If I am a liar as you say, then explain why a company would reformulate an established scent and remove the natural ingredients. Yes, the natural ingredients are costlier, but not necessarily due to shortage. Look at the fur industry, also part of the fashion scene like the fragrance industry. Do you think there is a shortage of mink? Have you noticed who has raised the most opposition to fur? He mentioned scents he bought years ago, when natural ingredients, especially in the base, were used to make fragrances richer, deeper and longer lasting. Yes, corporations answer to shareholders, but they also must maintain a fairly respectable image in the publics opinion. The animals that provide these natural ingredients could be farmed and harvested, just like beef, pork and chicken. We all know why that isn't happening!I had a large stock of scents purchased years ago, but when I bought the same last or this year, I was shocked and angry having spent a fair bit of money
To come out in a public forum such as this and call me a liar...thats just bad taste and lack of diplomacy. Whatever your problem is, it isn't my fault. Have a nice day.
Gentlemen please, no ad hominem attacks. Keep your disagreements focused on the arguments' reasoning and substance.
I apologize to Albion9 on behalf of our community.
The nail that sticks furthest up is the one that tends to get pounded down, and the fact that others can actually perceive the smell of perfume as an unbidden presence within their sacred personal space.....that in itself is enough to excite the suspicions of certain members among the hyper-vigilent.
I think the Frag Industry is shaking in their boots that sooner or later there will be some big expose that sets perfume squarely among the list of other previously-seen-to-be-harmless toxins, both real or imagined, that are apparently playing havoc with our lives and health.
After all, we sometimes put perfume on clothing so it will last longer, because when we put it on our body.....some of it disappears into our skins. And also enters the bodies of unsuspecting others through their noses.

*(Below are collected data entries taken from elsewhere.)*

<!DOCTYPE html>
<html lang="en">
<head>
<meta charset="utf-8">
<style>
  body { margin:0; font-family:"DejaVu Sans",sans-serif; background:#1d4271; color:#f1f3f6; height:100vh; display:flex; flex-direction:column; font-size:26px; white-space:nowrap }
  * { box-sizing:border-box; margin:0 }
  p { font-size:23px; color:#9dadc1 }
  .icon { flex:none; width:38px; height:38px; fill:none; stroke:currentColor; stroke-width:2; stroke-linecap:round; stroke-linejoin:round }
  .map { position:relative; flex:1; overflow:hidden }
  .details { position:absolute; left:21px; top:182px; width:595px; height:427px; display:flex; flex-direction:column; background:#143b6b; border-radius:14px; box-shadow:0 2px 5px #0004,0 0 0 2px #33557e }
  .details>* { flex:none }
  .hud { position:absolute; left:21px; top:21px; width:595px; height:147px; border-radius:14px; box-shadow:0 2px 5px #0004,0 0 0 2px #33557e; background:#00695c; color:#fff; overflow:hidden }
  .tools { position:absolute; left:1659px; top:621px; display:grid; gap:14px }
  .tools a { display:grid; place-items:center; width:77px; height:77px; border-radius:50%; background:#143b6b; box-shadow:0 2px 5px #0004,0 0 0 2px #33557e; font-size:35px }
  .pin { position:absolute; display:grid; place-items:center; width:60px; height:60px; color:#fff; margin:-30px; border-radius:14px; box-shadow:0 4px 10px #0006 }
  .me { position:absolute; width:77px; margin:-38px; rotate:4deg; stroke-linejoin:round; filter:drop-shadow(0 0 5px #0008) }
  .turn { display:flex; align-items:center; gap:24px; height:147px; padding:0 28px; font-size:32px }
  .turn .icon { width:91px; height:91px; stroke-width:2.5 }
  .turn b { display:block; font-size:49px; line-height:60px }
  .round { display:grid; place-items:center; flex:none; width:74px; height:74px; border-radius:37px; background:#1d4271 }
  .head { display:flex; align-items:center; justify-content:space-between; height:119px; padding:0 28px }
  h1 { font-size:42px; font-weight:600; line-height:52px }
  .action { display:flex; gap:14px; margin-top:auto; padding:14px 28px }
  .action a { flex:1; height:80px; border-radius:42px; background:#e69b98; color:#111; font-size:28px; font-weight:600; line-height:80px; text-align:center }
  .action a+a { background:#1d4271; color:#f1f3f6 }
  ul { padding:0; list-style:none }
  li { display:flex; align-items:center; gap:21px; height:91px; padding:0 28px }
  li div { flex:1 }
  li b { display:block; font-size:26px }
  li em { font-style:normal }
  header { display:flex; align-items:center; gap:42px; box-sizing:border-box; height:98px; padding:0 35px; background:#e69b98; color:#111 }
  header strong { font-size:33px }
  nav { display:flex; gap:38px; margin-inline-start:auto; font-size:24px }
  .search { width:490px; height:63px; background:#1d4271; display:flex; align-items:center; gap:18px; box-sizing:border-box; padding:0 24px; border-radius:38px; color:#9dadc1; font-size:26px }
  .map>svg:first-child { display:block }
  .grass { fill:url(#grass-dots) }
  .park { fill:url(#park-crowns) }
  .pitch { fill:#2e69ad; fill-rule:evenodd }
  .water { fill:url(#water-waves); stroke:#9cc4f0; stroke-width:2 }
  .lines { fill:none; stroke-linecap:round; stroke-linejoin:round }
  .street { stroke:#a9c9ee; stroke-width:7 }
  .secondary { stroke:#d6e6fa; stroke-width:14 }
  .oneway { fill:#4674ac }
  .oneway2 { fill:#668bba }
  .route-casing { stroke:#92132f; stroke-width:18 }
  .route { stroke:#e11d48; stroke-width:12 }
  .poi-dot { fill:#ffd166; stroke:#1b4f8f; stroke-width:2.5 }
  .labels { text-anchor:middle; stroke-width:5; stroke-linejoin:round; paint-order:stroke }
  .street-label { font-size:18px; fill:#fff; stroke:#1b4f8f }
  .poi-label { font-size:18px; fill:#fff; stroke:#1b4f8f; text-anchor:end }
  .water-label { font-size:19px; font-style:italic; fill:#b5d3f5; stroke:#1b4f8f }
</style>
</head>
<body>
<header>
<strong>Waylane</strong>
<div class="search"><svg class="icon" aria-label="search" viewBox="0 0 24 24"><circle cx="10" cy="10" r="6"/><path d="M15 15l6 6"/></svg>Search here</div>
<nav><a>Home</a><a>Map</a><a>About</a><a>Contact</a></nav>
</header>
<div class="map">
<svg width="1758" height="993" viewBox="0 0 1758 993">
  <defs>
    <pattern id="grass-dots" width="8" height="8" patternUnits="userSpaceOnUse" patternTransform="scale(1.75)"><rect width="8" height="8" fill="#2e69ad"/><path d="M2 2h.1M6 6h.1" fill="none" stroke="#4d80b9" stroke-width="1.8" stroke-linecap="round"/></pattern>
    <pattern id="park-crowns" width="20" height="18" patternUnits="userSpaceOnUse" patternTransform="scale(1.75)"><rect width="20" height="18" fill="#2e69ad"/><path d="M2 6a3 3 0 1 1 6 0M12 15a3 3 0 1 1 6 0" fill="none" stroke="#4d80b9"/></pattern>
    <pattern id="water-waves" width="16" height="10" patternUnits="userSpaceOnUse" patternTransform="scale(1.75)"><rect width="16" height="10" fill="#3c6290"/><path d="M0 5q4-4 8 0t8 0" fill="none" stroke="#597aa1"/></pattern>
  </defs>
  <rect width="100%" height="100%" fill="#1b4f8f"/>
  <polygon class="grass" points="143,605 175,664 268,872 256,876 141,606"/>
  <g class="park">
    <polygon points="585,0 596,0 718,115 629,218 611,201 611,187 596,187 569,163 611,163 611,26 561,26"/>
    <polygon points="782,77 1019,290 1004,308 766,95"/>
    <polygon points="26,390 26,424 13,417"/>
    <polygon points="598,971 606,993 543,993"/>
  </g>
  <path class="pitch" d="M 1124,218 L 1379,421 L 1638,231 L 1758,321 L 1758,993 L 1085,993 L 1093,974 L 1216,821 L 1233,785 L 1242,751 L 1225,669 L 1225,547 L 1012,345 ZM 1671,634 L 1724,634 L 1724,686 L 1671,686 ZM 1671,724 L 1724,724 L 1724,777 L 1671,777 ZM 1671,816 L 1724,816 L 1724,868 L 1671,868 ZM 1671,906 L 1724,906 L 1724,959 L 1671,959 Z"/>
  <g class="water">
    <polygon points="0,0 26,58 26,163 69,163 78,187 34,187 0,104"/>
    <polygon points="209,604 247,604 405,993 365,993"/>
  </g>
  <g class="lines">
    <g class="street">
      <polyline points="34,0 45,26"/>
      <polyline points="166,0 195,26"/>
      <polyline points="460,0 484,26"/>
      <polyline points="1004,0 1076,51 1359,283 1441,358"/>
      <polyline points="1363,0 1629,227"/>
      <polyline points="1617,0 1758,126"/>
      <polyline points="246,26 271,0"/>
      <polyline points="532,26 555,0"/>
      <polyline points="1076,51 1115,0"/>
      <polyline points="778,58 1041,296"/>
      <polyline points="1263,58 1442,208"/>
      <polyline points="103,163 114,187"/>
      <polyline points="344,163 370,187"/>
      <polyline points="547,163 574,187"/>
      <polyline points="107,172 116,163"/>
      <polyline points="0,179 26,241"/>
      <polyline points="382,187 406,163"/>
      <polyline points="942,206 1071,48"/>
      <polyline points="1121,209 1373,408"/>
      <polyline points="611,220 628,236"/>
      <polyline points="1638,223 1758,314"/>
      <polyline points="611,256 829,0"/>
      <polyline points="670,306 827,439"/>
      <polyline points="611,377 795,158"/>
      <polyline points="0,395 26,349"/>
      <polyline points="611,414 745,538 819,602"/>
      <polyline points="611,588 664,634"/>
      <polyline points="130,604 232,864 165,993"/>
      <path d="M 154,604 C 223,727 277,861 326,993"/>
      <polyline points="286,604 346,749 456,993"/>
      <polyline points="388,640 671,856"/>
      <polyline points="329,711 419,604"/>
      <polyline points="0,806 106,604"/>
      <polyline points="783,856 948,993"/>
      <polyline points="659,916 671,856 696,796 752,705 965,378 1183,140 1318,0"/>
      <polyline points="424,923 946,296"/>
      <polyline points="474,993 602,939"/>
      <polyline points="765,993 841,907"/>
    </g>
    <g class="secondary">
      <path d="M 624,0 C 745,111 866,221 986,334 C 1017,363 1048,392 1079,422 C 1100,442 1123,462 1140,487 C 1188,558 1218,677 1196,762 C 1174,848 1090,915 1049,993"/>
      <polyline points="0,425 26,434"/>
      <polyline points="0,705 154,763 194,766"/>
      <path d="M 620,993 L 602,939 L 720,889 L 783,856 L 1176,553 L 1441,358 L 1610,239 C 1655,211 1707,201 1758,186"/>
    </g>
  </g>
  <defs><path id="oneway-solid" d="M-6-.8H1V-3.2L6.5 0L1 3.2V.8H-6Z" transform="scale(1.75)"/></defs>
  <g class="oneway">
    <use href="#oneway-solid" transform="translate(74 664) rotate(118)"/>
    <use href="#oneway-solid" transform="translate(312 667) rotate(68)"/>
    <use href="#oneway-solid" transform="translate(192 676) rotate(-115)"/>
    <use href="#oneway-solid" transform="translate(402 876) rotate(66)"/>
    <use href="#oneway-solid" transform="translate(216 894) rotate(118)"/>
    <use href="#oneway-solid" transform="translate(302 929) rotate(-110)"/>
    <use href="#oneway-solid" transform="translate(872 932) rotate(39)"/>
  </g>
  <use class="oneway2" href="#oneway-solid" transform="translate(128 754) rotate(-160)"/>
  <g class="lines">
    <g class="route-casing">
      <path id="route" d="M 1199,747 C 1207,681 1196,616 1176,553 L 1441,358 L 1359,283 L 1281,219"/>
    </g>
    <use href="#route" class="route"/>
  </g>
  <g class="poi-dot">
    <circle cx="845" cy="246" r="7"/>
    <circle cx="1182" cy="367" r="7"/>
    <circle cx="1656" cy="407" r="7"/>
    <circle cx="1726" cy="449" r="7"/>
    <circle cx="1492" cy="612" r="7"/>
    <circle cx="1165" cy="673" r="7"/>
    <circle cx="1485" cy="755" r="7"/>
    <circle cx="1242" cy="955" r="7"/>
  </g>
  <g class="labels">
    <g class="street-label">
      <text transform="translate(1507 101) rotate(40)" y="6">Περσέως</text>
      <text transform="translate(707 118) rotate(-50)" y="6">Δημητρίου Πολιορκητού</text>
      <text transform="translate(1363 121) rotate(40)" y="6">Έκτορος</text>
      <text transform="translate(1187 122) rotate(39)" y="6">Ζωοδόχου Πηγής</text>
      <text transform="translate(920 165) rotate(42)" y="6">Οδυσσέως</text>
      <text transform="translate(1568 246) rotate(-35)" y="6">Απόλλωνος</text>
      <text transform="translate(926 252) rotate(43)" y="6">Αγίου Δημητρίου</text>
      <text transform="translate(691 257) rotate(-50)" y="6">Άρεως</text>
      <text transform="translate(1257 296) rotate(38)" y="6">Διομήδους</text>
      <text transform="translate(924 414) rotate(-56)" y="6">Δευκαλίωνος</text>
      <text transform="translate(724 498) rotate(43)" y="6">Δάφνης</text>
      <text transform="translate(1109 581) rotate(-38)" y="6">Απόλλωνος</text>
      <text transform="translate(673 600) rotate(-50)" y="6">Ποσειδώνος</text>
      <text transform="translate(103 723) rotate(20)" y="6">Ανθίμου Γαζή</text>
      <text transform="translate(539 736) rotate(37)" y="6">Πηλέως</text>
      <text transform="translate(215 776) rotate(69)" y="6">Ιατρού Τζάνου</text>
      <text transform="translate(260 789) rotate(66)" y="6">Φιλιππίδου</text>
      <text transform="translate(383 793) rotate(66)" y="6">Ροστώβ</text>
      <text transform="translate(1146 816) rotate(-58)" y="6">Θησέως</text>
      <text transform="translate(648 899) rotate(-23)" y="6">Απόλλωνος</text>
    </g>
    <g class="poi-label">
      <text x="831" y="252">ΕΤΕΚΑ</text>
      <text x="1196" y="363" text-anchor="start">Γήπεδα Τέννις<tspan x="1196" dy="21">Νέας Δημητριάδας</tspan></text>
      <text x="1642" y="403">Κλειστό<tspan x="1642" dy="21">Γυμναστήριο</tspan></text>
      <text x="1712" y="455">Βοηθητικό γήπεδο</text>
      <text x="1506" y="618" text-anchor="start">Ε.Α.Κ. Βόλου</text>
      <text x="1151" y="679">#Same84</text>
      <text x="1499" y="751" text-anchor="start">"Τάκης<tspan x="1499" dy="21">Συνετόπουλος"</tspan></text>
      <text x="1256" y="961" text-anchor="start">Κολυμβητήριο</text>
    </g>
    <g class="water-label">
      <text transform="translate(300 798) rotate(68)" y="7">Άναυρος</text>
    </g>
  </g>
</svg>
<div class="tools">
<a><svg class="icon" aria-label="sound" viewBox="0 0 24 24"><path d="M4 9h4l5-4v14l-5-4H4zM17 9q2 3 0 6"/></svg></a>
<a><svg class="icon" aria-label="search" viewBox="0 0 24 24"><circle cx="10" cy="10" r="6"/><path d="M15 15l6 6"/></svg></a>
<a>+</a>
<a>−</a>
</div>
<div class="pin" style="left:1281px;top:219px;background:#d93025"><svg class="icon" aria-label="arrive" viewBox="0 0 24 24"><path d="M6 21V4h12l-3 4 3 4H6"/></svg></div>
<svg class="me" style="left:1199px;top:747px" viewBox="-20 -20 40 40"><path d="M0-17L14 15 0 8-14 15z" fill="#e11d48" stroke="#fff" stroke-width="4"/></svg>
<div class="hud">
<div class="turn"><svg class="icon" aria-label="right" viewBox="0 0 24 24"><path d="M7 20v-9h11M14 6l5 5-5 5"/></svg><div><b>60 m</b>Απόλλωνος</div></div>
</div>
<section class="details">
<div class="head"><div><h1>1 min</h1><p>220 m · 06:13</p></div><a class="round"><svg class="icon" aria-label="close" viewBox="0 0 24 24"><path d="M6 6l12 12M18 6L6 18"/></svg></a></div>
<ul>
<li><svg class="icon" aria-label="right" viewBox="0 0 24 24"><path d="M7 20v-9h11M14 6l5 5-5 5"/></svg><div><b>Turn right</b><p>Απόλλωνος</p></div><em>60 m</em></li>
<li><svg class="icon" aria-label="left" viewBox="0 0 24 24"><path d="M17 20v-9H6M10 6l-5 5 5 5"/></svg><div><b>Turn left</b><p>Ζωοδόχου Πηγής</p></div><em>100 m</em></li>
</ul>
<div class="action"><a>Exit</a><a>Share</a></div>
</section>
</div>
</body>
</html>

So I think that's one of the main reasons makers are watering down their perfumes. The whole "skin scent" / lack of projection trend is probably a reflection of their worries : the less that people are able to smell their product, the less likely it is that second-party non-wearers are going to start blaming it for their ever-increasing list of ills.
I don't think that perfume companies are particularly interested in protecting the wearer ( after all, it was their choice to purchase and wear it ), I think they are more concerned about the reactions of vigilant non-wearers who are forced to endure what they may come to view as an obvious toxic intrusion into their personal space. Whether they have allergies or not.
If that's the way things evolve, it may not be long before we see punitive "sin taxes" being applied to perfume, much in the way they are now applied to other permitted-but-toxic products like cigarettes and cigars.
So really, I think the trend toward weaker perfumes is a part of a larger "image management" campaign.
Producers dearly want to preserve the public's perception that "Perfume is your friend".
In this age of the anxious and hyper-vigilent, coming up with fragrances which contain only "safe" ingredients, and better yet, which no one further than a couple of inches away can smell, would seem to be the safest way to protect that image.